§ **What is being asked**
Nothing but an exact copy is wanted here: the line with "min</h1><p>90 m ·" and all the lines that follow it in the entries below.
*** Data excerpts Section Begins ***
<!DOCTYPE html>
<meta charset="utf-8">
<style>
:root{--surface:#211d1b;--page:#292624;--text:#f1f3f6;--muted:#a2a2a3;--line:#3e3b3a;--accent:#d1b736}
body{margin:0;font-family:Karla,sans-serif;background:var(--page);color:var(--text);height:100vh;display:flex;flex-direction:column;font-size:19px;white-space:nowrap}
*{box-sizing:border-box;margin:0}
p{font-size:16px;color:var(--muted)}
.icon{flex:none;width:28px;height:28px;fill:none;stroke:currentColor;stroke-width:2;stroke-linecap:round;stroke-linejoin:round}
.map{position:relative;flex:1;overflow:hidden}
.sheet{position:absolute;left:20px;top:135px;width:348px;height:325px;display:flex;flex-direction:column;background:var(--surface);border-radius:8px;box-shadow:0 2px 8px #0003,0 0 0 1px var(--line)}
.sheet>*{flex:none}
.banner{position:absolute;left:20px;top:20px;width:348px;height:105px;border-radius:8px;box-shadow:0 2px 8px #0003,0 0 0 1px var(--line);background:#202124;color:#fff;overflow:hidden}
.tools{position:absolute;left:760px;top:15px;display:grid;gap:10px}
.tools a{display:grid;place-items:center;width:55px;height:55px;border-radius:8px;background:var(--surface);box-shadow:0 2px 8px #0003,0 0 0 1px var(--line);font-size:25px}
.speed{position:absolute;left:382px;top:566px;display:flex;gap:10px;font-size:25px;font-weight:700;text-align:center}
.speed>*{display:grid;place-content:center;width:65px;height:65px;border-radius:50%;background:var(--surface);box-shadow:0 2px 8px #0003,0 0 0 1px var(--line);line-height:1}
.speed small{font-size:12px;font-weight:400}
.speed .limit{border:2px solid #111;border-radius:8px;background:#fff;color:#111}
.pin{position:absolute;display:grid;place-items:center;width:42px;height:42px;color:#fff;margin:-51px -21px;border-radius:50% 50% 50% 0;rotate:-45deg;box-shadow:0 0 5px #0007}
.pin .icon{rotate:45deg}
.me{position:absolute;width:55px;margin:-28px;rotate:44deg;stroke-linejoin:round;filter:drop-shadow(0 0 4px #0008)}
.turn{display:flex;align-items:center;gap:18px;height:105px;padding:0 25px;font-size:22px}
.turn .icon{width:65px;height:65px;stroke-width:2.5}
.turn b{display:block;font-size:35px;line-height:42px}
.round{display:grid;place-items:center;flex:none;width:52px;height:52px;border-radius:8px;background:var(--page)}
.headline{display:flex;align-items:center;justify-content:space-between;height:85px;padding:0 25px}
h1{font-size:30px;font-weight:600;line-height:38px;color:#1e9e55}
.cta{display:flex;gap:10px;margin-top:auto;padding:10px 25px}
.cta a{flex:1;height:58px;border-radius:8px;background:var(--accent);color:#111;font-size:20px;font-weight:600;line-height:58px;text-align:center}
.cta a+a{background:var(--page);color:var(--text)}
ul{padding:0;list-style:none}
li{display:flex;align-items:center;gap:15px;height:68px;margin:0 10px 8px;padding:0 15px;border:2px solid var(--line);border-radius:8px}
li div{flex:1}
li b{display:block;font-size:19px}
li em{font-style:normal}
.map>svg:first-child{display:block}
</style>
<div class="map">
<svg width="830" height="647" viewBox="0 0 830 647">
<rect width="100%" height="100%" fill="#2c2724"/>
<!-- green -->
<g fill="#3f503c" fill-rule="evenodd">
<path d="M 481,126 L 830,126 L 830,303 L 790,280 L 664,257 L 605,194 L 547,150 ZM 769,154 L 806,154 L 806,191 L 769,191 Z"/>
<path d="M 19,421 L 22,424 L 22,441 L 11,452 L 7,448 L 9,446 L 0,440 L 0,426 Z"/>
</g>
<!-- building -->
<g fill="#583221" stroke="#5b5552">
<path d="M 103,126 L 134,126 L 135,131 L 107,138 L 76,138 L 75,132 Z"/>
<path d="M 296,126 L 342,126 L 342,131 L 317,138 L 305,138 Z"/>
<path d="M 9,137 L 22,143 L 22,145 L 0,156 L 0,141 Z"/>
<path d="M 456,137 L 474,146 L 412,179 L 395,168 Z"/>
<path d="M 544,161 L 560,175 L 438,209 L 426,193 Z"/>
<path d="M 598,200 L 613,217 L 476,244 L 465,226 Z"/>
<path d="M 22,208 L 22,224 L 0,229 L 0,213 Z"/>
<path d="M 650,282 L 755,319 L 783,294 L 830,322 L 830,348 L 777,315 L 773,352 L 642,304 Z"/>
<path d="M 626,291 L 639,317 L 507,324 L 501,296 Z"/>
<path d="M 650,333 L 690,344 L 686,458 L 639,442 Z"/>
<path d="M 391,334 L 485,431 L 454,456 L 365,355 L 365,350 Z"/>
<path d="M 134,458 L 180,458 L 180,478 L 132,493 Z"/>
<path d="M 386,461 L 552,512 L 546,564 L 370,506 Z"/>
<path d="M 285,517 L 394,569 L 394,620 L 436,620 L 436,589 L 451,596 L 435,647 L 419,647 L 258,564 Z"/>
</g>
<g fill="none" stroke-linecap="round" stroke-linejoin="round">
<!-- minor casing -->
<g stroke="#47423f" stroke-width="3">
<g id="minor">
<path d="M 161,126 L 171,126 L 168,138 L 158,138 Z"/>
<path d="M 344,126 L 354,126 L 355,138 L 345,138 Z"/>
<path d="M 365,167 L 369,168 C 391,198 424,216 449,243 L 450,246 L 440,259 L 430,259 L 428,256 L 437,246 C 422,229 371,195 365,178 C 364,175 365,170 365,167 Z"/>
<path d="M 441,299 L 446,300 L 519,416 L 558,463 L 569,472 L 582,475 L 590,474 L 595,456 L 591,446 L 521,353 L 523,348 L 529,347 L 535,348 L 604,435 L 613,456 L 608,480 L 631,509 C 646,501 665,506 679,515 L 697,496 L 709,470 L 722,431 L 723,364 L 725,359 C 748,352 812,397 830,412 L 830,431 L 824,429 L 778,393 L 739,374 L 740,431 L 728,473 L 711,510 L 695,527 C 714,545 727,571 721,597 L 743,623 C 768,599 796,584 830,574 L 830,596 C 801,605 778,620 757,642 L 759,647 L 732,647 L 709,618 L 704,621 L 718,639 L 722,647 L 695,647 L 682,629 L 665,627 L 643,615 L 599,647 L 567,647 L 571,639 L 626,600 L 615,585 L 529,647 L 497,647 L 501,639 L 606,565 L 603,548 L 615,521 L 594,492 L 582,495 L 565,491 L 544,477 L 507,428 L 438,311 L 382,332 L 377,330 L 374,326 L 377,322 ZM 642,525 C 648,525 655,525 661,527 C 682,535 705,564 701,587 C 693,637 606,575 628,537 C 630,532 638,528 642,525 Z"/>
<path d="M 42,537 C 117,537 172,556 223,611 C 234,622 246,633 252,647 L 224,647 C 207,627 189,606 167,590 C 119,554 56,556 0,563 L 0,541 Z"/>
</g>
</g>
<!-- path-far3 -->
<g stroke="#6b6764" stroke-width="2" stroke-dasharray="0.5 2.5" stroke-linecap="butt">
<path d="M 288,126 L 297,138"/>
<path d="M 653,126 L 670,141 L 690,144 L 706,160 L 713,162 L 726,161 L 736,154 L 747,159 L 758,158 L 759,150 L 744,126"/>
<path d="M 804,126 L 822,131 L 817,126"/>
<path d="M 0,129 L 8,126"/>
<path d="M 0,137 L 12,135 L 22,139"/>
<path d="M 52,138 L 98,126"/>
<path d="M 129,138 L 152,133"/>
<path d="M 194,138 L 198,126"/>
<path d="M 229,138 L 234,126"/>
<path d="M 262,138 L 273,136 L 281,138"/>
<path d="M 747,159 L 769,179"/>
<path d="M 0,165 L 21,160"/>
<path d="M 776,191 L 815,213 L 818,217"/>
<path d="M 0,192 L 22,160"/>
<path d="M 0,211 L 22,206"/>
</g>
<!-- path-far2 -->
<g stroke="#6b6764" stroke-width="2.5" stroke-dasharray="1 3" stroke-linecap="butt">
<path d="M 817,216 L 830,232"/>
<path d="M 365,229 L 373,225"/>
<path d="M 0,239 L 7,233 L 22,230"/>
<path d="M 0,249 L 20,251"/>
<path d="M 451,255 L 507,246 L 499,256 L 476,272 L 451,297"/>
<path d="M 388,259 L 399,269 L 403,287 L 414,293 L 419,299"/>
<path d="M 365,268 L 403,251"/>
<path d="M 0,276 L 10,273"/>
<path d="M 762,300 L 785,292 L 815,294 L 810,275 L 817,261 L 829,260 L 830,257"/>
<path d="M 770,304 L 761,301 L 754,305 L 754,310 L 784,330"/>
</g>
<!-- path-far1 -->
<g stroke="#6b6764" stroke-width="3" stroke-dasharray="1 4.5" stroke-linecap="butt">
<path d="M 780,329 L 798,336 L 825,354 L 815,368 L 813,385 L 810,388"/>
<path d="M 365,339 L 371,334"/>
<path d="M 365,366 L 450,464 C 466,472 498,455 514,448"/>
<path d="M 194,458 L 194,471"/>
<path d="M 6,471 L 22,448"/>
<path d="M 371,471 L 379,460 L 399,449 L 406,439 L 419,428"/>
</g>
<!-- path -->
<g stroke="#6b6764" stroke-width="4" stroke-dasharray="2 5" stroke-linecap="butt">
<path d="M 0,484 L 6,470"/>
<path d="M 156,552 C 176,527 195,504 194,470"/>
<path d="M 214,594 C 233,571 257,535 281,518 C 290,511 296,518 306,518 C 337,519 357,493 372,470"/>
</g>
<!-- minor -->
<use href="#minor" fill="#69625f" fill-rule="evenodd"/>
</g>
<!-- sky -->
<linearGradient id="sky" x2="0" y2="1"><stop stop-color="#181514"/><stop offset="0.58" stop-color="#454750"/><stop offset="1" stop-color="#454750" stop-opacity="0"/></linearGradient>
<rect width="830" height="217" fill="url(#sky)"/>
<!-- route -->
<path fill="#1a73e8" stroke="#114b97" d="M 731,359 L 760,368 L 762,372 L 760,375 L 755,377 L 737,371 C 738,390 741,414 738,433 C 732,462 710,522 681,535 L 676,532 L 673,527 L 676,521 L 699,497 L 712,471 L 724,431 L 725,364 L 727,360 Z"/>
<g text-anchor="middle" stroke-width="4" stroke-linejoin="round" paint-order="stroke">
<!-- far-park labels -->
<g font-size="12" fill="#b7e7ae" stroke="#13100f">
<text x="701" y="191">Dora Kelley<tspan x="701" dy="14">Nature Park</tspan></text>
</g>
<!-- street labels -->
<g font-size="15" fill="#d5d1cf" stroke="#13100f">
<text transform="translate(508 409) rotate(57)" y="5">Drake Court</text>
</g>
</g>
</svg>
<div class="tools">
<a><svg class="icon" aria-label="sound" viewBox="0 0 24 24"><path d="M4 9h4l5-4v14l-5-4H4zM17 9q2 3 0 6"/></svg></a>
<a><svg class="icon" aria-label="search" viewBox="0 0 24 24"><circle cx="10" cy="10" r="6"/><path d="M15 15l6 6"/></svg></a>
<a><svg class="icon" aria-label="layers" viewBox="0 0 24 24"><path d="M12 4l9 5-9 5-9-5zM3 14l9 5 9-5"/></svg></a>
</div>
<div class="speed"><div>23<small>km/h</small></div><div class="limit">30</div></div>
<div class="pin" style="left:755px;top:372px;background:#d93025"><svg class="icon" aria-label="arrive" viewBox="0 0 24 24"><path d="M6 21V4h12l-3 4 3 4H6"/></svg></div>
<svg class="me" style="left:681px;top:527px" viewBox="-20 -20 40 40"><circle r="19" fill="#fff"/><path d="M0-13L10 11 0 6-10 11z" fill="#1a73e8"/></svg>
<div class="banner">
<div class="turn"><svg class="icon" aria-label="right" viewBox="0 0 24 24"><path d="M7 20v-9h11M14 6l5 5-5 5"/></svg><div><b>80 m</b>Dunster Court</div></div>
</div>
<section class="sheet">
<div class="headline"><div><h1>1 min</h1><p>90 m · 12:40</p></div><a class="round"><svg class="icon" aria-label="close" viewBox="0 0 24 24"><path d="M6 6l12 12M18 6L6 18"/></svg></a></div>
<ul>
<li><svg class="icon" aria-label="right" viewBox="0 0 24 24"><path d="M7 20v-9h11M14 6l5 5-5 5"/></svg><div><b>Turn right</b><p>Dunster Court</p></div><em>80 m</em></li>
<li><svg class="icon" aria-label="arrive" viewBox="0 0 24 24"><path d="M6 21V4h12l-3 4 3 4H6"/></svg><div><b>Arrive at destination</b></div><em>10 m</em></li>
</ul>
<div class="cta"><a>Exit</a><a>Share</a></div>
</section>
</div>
*** Data excerpts Section Ends ***
§ **Solution below**
<div class="headline"><div><h1>1 min</h1><p>90 m · 12:40</p></div><a class="round"><svg class="icon" aria-label="close" viewBox="0 0 24 24"><path d="M6 6l12 12M18 6L6 18"/></svg></a></div>
<ul>
<li><svg class="icon" aria-label="right" viewBox="0 0 24 24"><path d="M7 20v-9h11M14 6l5 5-5 5"/></svg><div><b>Turn right</b><p>Dunster Court</p></div><em>80 m</em></li>
<li><svg class="icon" aria-label="arrive" viewBox="0 0 24 24"><path d="M6 21V4h12l-3 4 3 4H6"/></svg><div><b>Arrive at destination</b></div><em>10 m</em></li>
</ul>
<div class="cta"><a>Exit</a><a>Share</a></div>
</section>
</div>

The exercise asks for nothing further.